• SUPPLIED MATERIAL:
——

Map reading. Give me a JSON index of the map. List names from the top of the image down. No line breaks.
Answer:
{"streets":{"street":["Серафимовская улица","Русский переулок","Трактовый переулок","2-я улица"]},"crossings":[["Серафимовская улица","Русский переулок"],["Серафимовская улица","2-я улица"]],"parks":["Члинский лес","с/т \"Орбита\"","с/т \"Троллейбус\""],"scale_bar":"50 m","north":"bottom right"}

——

• WORK INSTRUCTION: Reproduce the material in full, keeping every line exactly as given.

• EXPECTED OUTPUT:
Map reading. Give me a JSON index of the map. List names from the top of the image down. No line breaks.
Answer:
{"streets":{"street":["Серафимовская улица","Русский переулок","Трактовый переулок","2-я улица"]},"crossings":[["Серафимовская улица","Русский переулок"],["Серафимовская улица","2-я улица"]],"parks":["Члинский лес","с/т \"Орбита\"","с/т \"Троллейбус\""],"scale_bar":"50 m","north":"bottom right"}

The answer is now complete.